C. Thompson's Claims Based on Medically Unnecessary Services
Thompson alleged that "[i]n reasonable probability, based on statistical studies performed by the Government and others" approximately 40 percent of claims submitted by defendants for services rendered in violation of the anti-kickback statute or the Stark laws were for services that were not medically necessary. Thompson made no further allegations in support of his claim. The district court held that Thompson failed to satisfy Rule 9(b) of the Federal Rules of Civil Procedure, which requires that all averments of fraud be pled with particularity. The court concluded that Thompson failed to meet the pleading requirements of Rule 9(b) because he did not identify any specific physicians who referred patients for medically unnecessary services or any specific claims for medically unnecessary services that were submitted by defendants.
Claims brought under the FCA must comply with Rule 9(b). Gold v. Morrison-Knudsen Co., 68 F.3d 1475, 1476-77 (2d Cir.1995), cert. denied, ___ U.S. ___, 116 S.Ct. 1836, 134 L.Ed.2d 939 (1996). At a minimum, Rule 9(b) requires that a plaintiff set forth the "who, what, when, where, and how" of the alleged fraud. Williams v. WMX Tech., Inc., 112 F.3d 175, 179 (5th Cir.1997). Thompson argues, however, that the pleading requirements of Rule 9(b) are relaxed where, as here, the facts relating to the alleged fraud are peculiarly within the perpetrator's knowledge. Although we have held that fraud may be pled on information and belief under such circumstances, we have also warned that this exception "must not be mistaken for license to base claims of fraud on speculation and conclusory allegations." See Tuchman v. DSC Communications Corp., 14 F.3d 1061, 1068 (5th Cir.1994). In addition, even where allegations are based on information and belief, the complaint must set forth a factual basis for such belief. Kowal v. MCI Communications Corp., 16 F.3d 1271, 1279 n. 3 (D.C.Cir.1994); Neubronner v. Milken, 6 F.3d 666, 672 (9th Cir. 1993).

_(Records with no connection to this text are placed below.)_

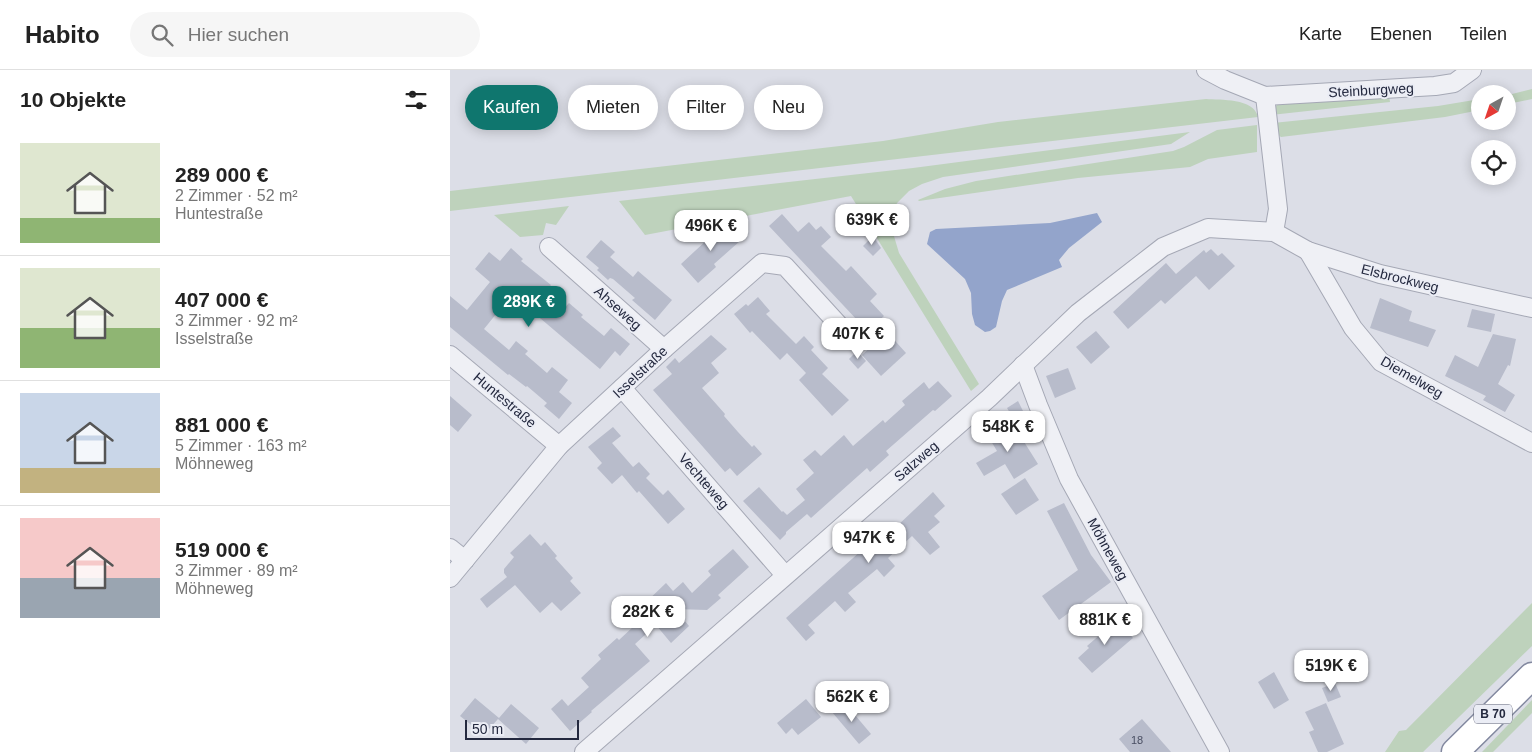 <!DOCTYPE html>
<html lang="de">
<meta charset="utf-8">
<style>
body{margin:0;font-family:Arial,sans-serif;background:#f6f6f6;color:#222;height:100vh;display:flex;flex-direction:column;font-size:19px;white-space:nowrap}
*{box-sizing:border-box;margin:0}
p{font-size:16px;color:#767676}
.icon{flex:none;width:28px;height:28px;fill:none;stroke:currentColor;stroke-width:2;stroke-linecap:round;stroke-linejoin:round}
.map{position:relative;flex:1;overflow:hidden}
.side{display:flex;flex-direction:column;background:#fff;width:450px}
.side>*{flex:none}
.banner{position:absolute;left:15px;top:15px;width:475px;height:45px;display:flex;gap:10px}
.needle{width:32px;rotate:220deg}
.fabs{position:absolute;left:1021px;top:15px;display:grid;gap:10px}
.fabs a{display:grid;place-items:center;width:45px;height:45px;border-radius:50%;background:#fff;box-shadow:0 2px 12px #0003;font-size:25px}
.scale{position:absolute;left:15px;bottom:12px;width:114px;box-sizing:border-box;padding-left:5px;border:2px solid #24293f;border-top:0;font-size:14px;line-height:18px;white-space:nowrap;color:#24293f;-webkit-text-stroke:4px #ebedf5;paint-order:stroke}
.price{position:absolute;translate:-50% -42px;padding:0 11px;border-radius:10px;background:#fff;color:#222;font-size:16px;line-height:32px;filter:drop-shadow(0 1px 2px #0008)}
.price::after{content:'';position:absolute;left:50%;top:30px;width:15px;height:11px;margin-left:-8px;background:inherit;clip-path:polygon(0 0,100% 0,50% 100%)}
.price.current{background:#0f766e;color:#fff}
ul{padding:0;list-style:none}
li{display:flex;align-items:center;gap:15px;height:125px;padding:0 20px}
li+li{border-top:1px solid #e0e0e0}
li span{display:grid;place-items:center;flex:none;width:140px;height:100px;border-radius:0px;color:#555}
li>.icon{margin-inline-start:auto}
span .icon{width:60px;height:60px;fill:#fffc;stroke-width:1}
li b{font-size:21px}
h2{display:flex;justify-content:space-between;align-items:center;height:60px;padding:0 20px;font-size:21px}
.chip{padding:0 18px;border-radius:22px;background:#fff;box-shadow:0 2px 12px #0003;font-size:18px;line-height:45px}
.chip.current{background:#0f766e;color:#fff}
header{display:flex;align-items:center;gap:30px;box-sizing:border-box;height:70px;padding:0 25px;background:#fff;border-bottom:1px solid #e0e0e0}
header strong{font-size:24px}
nav{display:flex;gap:28px;margin-inline-start:auto;font-size:18px}
.search{width:350px;height:45px;background:#f6f6f6;display:flex;align-items:center;gap:12px;box-sizing:border-box;padding:0 18px;border-radius:28px;color:#767676;font-size:19px}
main{display:flex;flex:1;min-height:0}
.map>svg:first-child{display:block}
</style>
<header>
<strong>Habito</strong>
<div class="search"><svg class="icon" aria-label="search" viewBox="0 0 24 24"><circle cx="10" cy="10" r="6"/><path d="M15 15l6 6"/></svg>Hier suchen</div>
<nav><a>Karte</a><a>Ebenen</a><a>Teilen</a></nav>
</header>
<main>
<section class="side">
<h2>10 Objekte<svg class="icon" aria-label="filters" viewBox="0 0 24 24"><path d="M4 7h16M4 17h16"/><circle cx="9" cy="7" r="2"/><circle cx="15" cy="17" r="2"/></svg></h2>
<ul>
<li><span style="background:linear-gradient(#dfe7d0 75%,#8fb573 0)"><svg class="icon" aria-label="home" viewBox="0 0 24 24"><path d="M3 11l9-7 9 7M6 9v11h12V9"/></svg></span><div><b>289 000 €</b><p>2 Zimmer · 52 m²</p><p>Huntestraße</p></div></li>
<li><span style="background:linear-gradient(#dfe7d0 60%,#8fb573 0)"><svg class="icon" aria-label="home" viewBox="0 0 24 24"><path d="M3 11l9-7 9 7M6 9v11h12V9"/></svg></span><div><b>407 000 €</b><p>3 Zimmer · 92 m²</p><p>Isselstraße</p></div></li>
<li><span style="background:linear-gradient(#c9d6e8 75%,#c2b280 0)"><svg class="icon" aria-label="home" viewBox="0 0 24 24"><path d="M3 11l9-7 9 7M6 9v11h12V9"/></svg></span><div><b>881 000 €</b><p>5 Zimmer · 163 m²</p><p>Möhneweg</p></div></li>
<li><span style="background:linear-gradient(#f6c9c9 60%,#9aa5b1 0)"><svg class="icon" aria-label="home" viewBox="0 0 24 24"><path d="M3 11l9-7 9 7M6 9v11h12V9"/></svg></span><div><b>519 000 €</b><p>3 Zimmer · 89 m²</p><p>Möhneweg</p></div></li>
</ul>
</section>
<div class="map">
<svg width="1082" height="682" viewBox="0 0 1082 682">
<rect width="100%" height="100%" fill="#dcdee7"/>
<!-- green -->
<g fill="#bed2bc">
<path d="M1082,19V29L1058,34V25Z"/>
<path d="M939,26L940,32L821,45L825,37L829,33Z"/>
<path d="M756,29C770,30 804,28 808,47L0,141V121L433,71L548,52Z"/>
<path d="M1030,29V40L995,47L831,67L826,63L823,53L988,36Z"/>
<path d="M807,55V82L758,89L740,97L628,108L469,131L468,130L495,119L526,111L723,81L734,77L767,60Z"/>
<path d="M740,62L721,74L493,107L472,114L459,121L447,133L442,144L441,156L449,183L529,314L521,321L401,126L195,165L169,131L463,98Z"/>
<path d="M119,136L106,155L96,153L93,165L70,167L44,145Z"/>
<path d="M1082,533V576L973,682H935L949,661L956,660Z"/>
<path d="M1082,630V643L1043,682H1032Z"/>
</g>
<!-- water -->
<path fill="#93a4cb" d="M647,143L652,152L619,178L609,190L612,197L557,220L552,231L546,257L540,261L535,262L525,255L522,244L521,223L515,209L477,174L480,162L486,159L600,153Z"/>
<!-- building -->
<g fill="#b8bccb">
<path d="M332,144L348,162L359,152L366,160L371,156L381,167L371,176L396,201L401,196L427,224L420,231L434,246L419,259L410,249L408,251L319,156Z"/>
<path d="M273,151L290,171L264,194L266,197L248,213L231,194L259,168L257,166Z"/>
<path d="M423,166L431,178L423,186L413,176Z"/>
<path d="M151,170L165,182L160,187L183,207L188,201L222,230L205,250L182,230L185,228L163,209L160,208L158,210L147,200L149,198L136,187Z"/>
<path d="M61,178L73,189L71,191L101,215L89,229L108,245L119,233L133,245L131,247L154,266L161,258L180,274L170,286L165,281L150,299L64,226L57,234L55,233L34,259L59,280L66,271L78,281L75,284L97,303L102,297L118,310L109,322L122,333L109,349L94,336L97,333L77,316L76,317L59,304L58,305L0,257V226L17,240L40,212L25,199L39,182L50,191Z"/>
<path d="M761,179L768,186L772,183L785,196L759,220L746,206L715,234L711,230L678,259L663,242L716,193L726,204L754,180L756,183Z"/>
<path d="M308,227L320,241L316,244L346,274L354,266L364,277L361,280L378,298L372,304L399,330L382,346L349,310L356,303L337,283L330,290L302,261L300,263L284,244L296,234L298,236Z"/>
<path d="M930,228L962,241L959,251L986,260L978,277L920,258Z"/>
<path d="M1022,239L1045,244L1041,262L1017,257Z"/>
<path d="M646,261L660,277L641,294L626,277Z"/>
<path d="M437,262L456,283L431,306L412,285Z"/>
<path d="M1043,264L1066,269L1060,296L1058,295L1048,314L1065,325L1055,342L1033,330L1036,326L995,306L1005,285L1028,297Z"/>
<path d="M261,265L277,279L261,293L269,303L252,318L275,344L274,346L288,362L302,377L304,375L312,384L287,406L280,398L275,402L203,320L222,304L216,297L225,288L229,293Z"/>
<path d="M407,281L416,291L408,299L399,289Z"/>
<path d="M618,298L626,319L605,328L596,306Z"/>
<path d="M488,311L502,326L485,341L483,340L436,381L439,385L420,402L417,398L361,448L357,444L336,462V464L330,470L293,431L309,417L332,442L333,441L337,445L355,430L346,419L364,403L353,390L365,380L371,386L394,365L403,376L433,350L435,353L455,335L452,331L474,312L479,319Z"/>
<path d="M0,326L22,345L8,362L0,355Z"/>
<path d="M568,331L576,347L566,353L557,338Z"/>
<path d="M561,351L588,394L564,409L555,394L534,406L526,393L547,381L538,366Z"/>
<path d="M163,357L171,366L162,373L183,397L189,392L200,404L196,408L213,425L218,420L235,439L218,454L189,421L187,423L172,405L162,414L147,398L152,393L138,377Z"/>
<path d="M575,408L589,430L566,445L551,424Z"/>
<path d="M483,422L495,436L484,446L490,452L478,462L490,477L480,485L462,466L438,488L445,496L434,507L427,499L398,523L406,532L395,542L385,531L358,555L365,563L356,571L336,548L441,454L445,458Z"/>
<path d="M614,433L641,485L661,512L609,550L592,526L628,500L597,441Z"/>
<path d="M80,464L91,476L95,472L107,486L105,488L123,508L120,511L131,523L111,541L102,532L90,543L65,515L37,538L30,529L57,507L54,503V499L64,487L60,483Z"/>
<path d="M283,479L299,497L268,525L271,528L257,540L225,539L239,556L221,573L206,555L185,574L200,591L141,641L142,642L120,661L101,639L112,629L118,636L139,617L131,608L151,589L148,585L167,568L169,570L198,543L192,536L216,513L223,521L233,512L242,523L261,505L258,501Z"/>
<path d="M667,550L683,568L642,603L628,588L639,578L637,576Z"/>
<path d="M824,602L839,630L824,639L808,612Z"/>
<path d="M885,613L891,627L878,632L872,618Z"/>
<path d="M25,628L49,648L61,634L89,658L76,674L48,649L39,659L34,655L29,661L10,646Z"/>
<path d="M356,629L371,647L348,665L342,658L336,664L327,653Z"/>
<path d="M394,632L421,664L409,674L382,642Z"/>
<path d="M876,633L894,674L877,682H868L859,662L864,660L855,642Z"/>
<path d="M692,649L721,682H680L669,669Z"/>
</g>
<g fill="none" stroke-linecap="round" stroke-linejoin="round">
<defs>
<g id="minor">
<path d="M756,0L775,10L815,26L985,16L1004,13L1022,0"/>
<path d="M815,26L828,139L824,162"/>
<path d="M99,177L214,279"/>
<path d="M858,181L903,258L931,292L1082,373"/>
<path d="M0,285L109,376"/>
<path d="M573,295L588,335L619,409L770,682"/>
<path d="M172,318L335,505"/>
<path d="M0,478L15,490"/>
<path d="M0,508L109,376L214,279L312,193L335,196L398,265"/>
<path d="M134,682L539,328L628,243L713,177L758,158L824,162L858,181L930,204L1082,238"/>
</g>
<path id="highway" d="M1005,682L1082,606"/>
</defs>
<!-- minor casing -->
<use href="#minor" stroke="#a5a8b5" stroke-width="20"/>
<!-- highway casing -->
<use href="#highway" stroke="#82889f" stroke-width="29"/>
<!-- minor -->
<use href="#minor" stroke="#eff0f5" stroke-width="18"/>
<!-- highway -->
<use href="#highway" stroke="#fff" stroke-width="26"/>
</g>
<g text-anchor="middle" stroke-width="4" stroke-linejoin="round" paint-order="stroke">
<!-- number labels -->
<g font-size="11" fill="#494e62">
<text x="687" y="674">18</text>
</g>
<!-- shield labels -->
<rect fill="#ebedf5" stroke="#606476" stroke-width="1" x="1024" y="634.5" width="38" height="19" rx="4"/>
<g font-size="12" font-weight="bold" fill="#24293f">
<text x="1043" y="648">B 70</text>
</g>
<!-- street labels -->
<g font-size="14" fill="#24293f" stroke="#ebedf5">
<text transform="translate(921 20) rotate(-3)" y="5">Steinburgweg</text>
<text transform="translate(950 208) rotate(14)" y="5">Elsbrockweg</text>
<text transform="translate(168 238) rotate(42)" y="5">Ahseweg</text>
<text transform="translate(190 302) rotate(-43)" y="5">Isselstraße</text>
<text transform="translate(962 307) rotate(30)" y="5">Diemelweg</text>
<text transform="translate(55 330) rotate(40)" y="5">Huntestraße</text>
<text transform="translate(466 391) rotate(-41)" y="5">Salzweg</text>
<text transform="translate(254 411) rotate(49)" y="5">Vechteweg</text>
<text transform="translate(658 479) rotate(61)" y="5">Möhneweg</text>
</g>
</g>
</svg>
<div class="fabs">
<a><svg class="needle" viewBox="-14 -14 28 28"><path d="M0-13l5 13h-10z" fill="#e53935"/><path d="M0 13l5-13h-10z" fill="#767676"/></svg></a>
<a><svg class="icon" aria-label="locate" viewBox="0 0 24 24"><circle cx="12" cy="12" r="6"/><path d="M12 2v4M12 18v4M2 12h4M18 12h4"/></svg></a>
</div>
<div class="scale">50 m</div>
<b class="price" style="left:422px;top:176px">639K €</b>
<b class="price" style="left:261px;top:182px">496K €</b>
<b class="price current" style="left:79px;top:258px">289K €</b>
<b class="price" style="left:408px;top:290px">407K €</b>
<b class="price" style="left:558px;top:383px">548K €</b>
<b class="price" style="left:419px;top:494px">947K €</b>
<b class="price" style="left:198px;top:568px">282K €</b>
<b class="price" style="left:655px;top:576px">881K €</b>
<b class="price" style="left:881px;top:622px">519K €</b>
<b class="price" style="left:402px;top:653px">562K €</b>
<div class="banner">
<a class="chip current">Kaufen</a>
<a class="chip">Mieten</a>
<a class="chip">Filter</a>
<a class="chip">Neu</a>
</div>
</div>
</main>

In his complaint, Thompson provided no factual basis for his belief that defendants submitted claims for medically unnecessary services other than his reference to statistical studies. There is no indication, however, that these studies directly implicate defendants. Thompson's allegations, therefore, amount to nothing more than speculation, and thus fail to satisfy Rule 9(b).
Defendants ask us to affirm parts of the district court's order of dismissal on grounds raised but not considered below. Although we may consider alternative grounds for upholding the district court's decision, Henderson v. Century Fin. Co., Inc., 577 F.2d 997, 1002 n. 5 (5th Cir.1978), we decline to do so in this case.
Accordingly, for the reasons set out above, we affirm the district court's order to the extent it dismisses Thompson's claims based on his allegations that defendants submitted claims for medically unnecessary services. We vacate the remainder of the order and remand for further proceedings consistent with this opinion.
AFFIRMED in part; VACATED and REMANDED in part.